Bonobos often interact cordially with members of other social groups
Martin Surbek/Harvard University
Bonobos often form friendly alliances with other bonobos in different social groups, analogous to some humans – but quite unlike chimpanzees.
While chimpanzees are often so hostile towards other groups of chimpanzees that they kill each other, bonobos willingly share food with members of other groups. Martin Surbek of Harvard University says the findings challenge the idea that humans evolved from ancestral apes that were naturally violent.
“This ability to form cooperative relationships between different groups is not uniquely human and may have happened earlier than we thought,” he says. “There is potentially much more behavioral variation in our evolutionary past than we have so far estimated.”
Many animals – including various mammals, birds, and insects – cooperate with each other, but they appear to do so only with people within their close social circle or group. Hostile interactions between groups are common in animals, including chimpanzees (pan troglodytes, Because chimpanzees are humans’ closest living relatives, scientists have often assumed that violence and hostility toward other social groups are innate in humans, says Liran Samuni, also at Harvard.
However, humans also cooperate extensively with people from different social sectors – for example, by trading, sharing, and teaching others what they know – without receiving any immediate benefits from that cooperation.
bonobos (pan paniscus) are humans’ other closest living relatives. While bonobos have been significantly less studied than chimpanzees, researchers do know that they tend to be more peaceful, Surbek says — at least insofar as they don’t kill or sexually assault each other. .
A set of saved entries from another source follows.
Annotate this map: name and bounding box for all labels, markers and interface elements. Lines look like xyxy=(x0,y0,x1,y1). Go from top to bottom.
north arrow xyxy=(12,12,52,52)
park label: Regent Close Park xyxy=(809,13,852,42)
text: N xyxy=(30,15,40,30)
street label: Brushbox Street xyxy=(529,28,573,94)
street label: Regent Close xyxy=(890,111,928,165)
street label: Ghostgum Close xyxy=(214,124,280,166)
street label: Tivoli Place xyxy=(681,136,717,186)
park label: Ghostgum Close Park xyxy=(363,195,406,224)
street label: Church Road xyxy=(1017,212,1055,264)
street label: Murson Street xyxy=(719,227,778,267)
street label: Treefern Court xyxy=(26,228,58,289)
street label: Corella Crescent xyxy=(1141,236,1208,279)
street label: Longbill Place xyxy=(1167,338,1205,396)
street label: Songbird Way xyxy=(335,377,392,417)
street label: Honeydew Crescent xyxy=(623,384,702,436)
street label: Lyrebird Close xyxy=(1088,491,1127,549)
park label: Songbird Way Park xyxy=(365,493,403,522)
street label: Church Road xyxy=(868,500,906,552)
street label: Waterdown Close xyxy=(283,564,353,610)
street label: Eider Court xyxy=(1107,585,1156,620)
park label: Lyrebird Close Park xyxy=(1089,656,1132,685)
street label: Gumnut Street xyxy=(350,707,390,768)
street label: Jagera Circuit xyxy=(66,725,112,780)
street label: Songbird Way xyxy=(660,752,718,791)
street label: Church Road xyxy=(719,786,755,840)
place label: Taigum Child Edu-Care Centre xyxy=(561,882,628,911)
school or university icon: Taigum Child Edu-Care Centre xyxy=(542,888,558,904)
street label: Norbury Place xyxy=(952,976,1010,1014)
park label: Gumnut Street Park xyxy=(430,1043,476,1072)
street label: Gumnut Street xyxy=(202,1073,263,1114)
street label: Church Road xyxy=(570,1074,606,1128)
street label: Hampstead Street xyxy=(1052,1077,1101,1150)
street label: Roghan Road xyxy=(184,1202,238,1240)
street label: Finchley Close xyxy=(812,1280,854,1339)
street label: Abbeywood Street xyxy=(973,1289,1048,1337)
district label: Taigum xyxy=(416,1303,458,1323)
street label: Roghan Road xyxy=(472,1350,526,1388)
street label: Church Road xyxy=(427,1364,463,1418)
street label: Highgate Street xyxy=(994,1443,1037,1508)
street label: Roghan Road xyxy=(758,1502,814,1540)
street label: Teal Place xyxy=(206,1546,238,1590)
To learn more about interactions between groups, Surbek and Samuni observed 31 adult bonobos from two different social groups in the Democratic Republic of the Congo over a two-year period. The pair documented 95 encounters between the two groups lasting from less than an hour to more than 14 days, representing about 20 percent of their total observation time.
As expected, bonobos prepared food, shared food, and formed alliances with group members. But unlike chimpanzees seen in previous studies, they also showed cooperation with outside group members. In fact, 10 percent of mutual sharing of equipment and 6 percent of food sharing occurred between members of different social groups.
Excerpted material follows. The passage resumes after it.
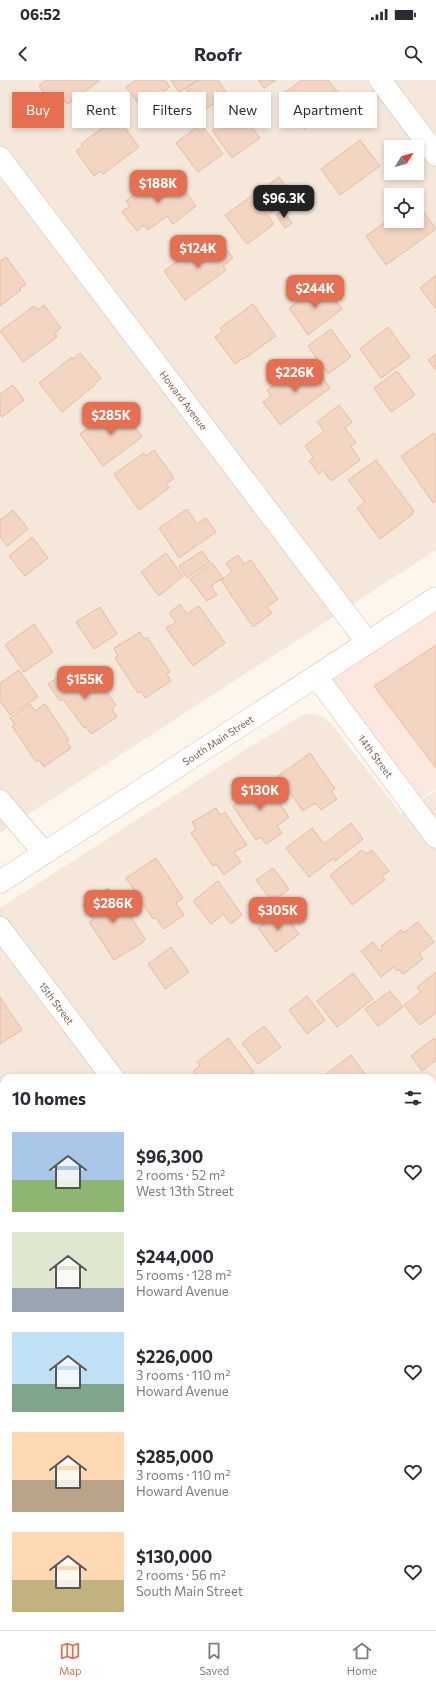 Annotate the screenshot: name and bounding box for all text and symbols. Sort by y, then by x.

While bonobos that groomed others usually got an immediate benefit from the recipient returning the favor, sharing food rarely yielded gifts in return. Only 14 percent of the bonobos that received food were observed to respond in the same way. This suggests that their actions “were not motivated solely by selfish interests or immediate rewards”, Surbek and Samuni report.
Caspar Otten at the Center for Research and Documentation in the Netherlands finds the study “exciting”, particularly because it “challenges the idea of ​​human exceptionalism” with regard to cooperation outside one’s group.
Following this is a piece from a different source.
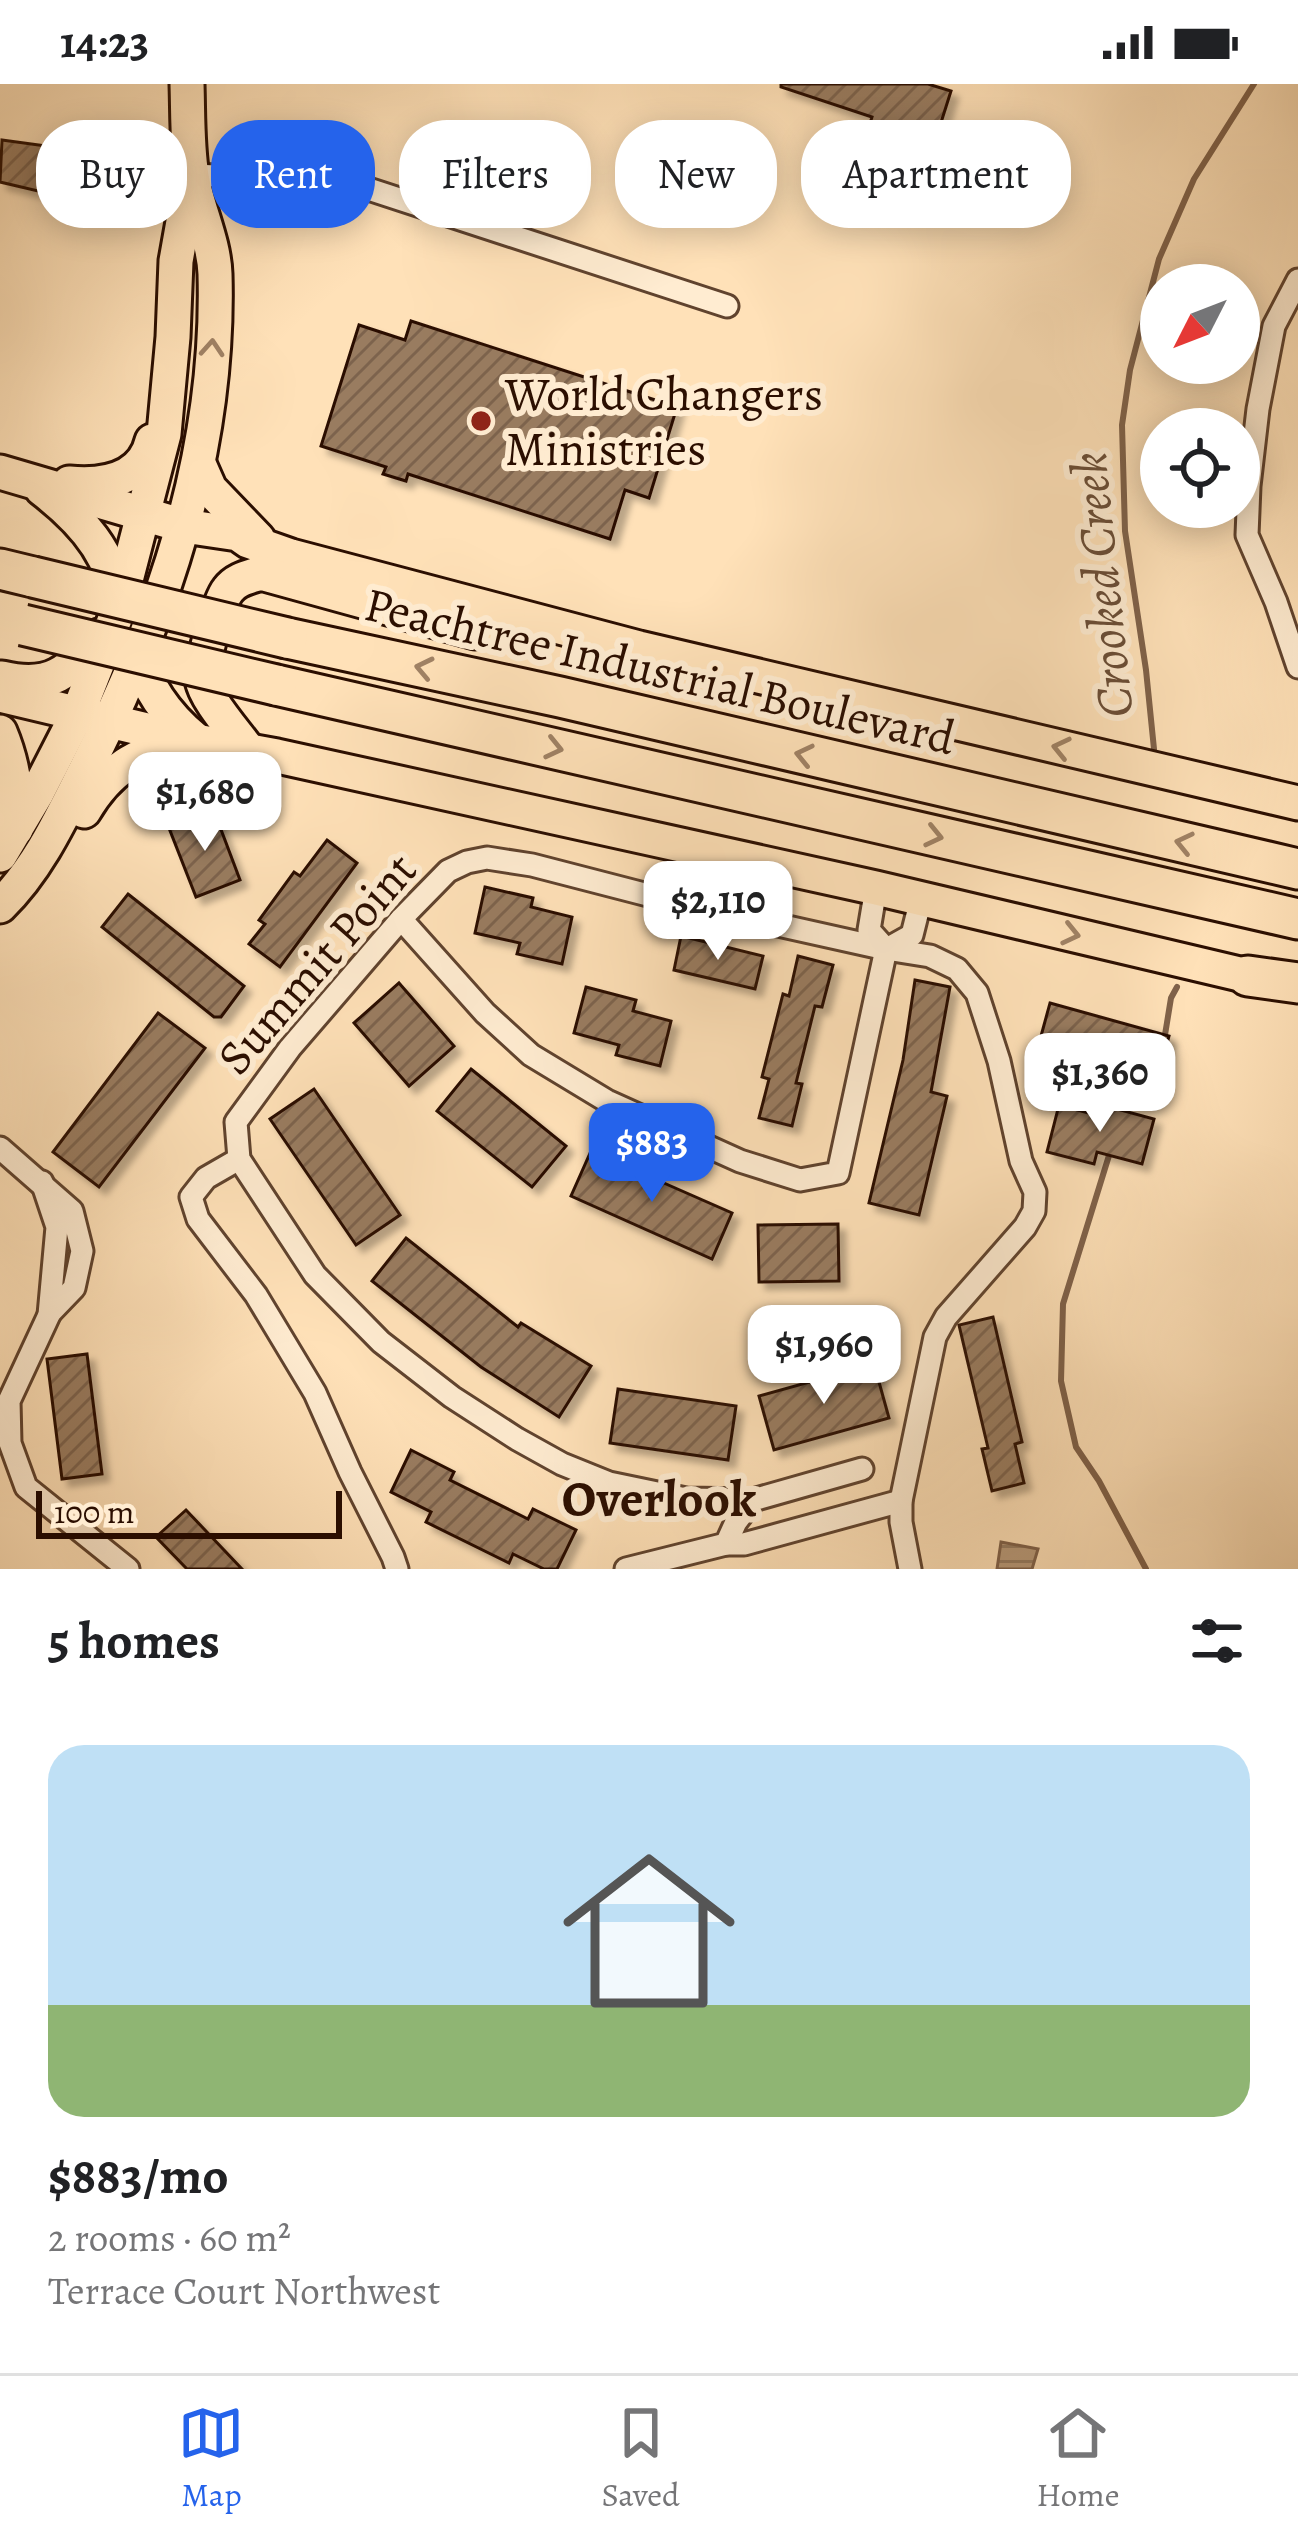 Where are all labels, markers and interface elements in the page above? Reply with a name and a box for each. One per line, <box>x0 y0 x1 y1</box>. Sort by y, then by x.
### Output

Otten says that the bonobos that were most cooperative and least aggressive within their groups were also the ones that cooperated more with out-group members, which matches the findings in humans. “Scholars used to believe that ‘love’ in the group went hand in hand with ‘hate’ outside the group, but recent research shows that those who cooperate in the group are often also the ones who cooperate outside the group, ” he says.
The reason why chimpanzees and bonobos differ so much in their levels of hostility and cooperation is still uncertain. Samuni says this may be related to social structures based on male dominance in chimpanzees, whereas women have higher status in bonobos. “There are all these theories about the warrior male hypothesis in human evolution, and the differences between the sexes, and how we see things, and how competition plays out differently within the sexes,” she says.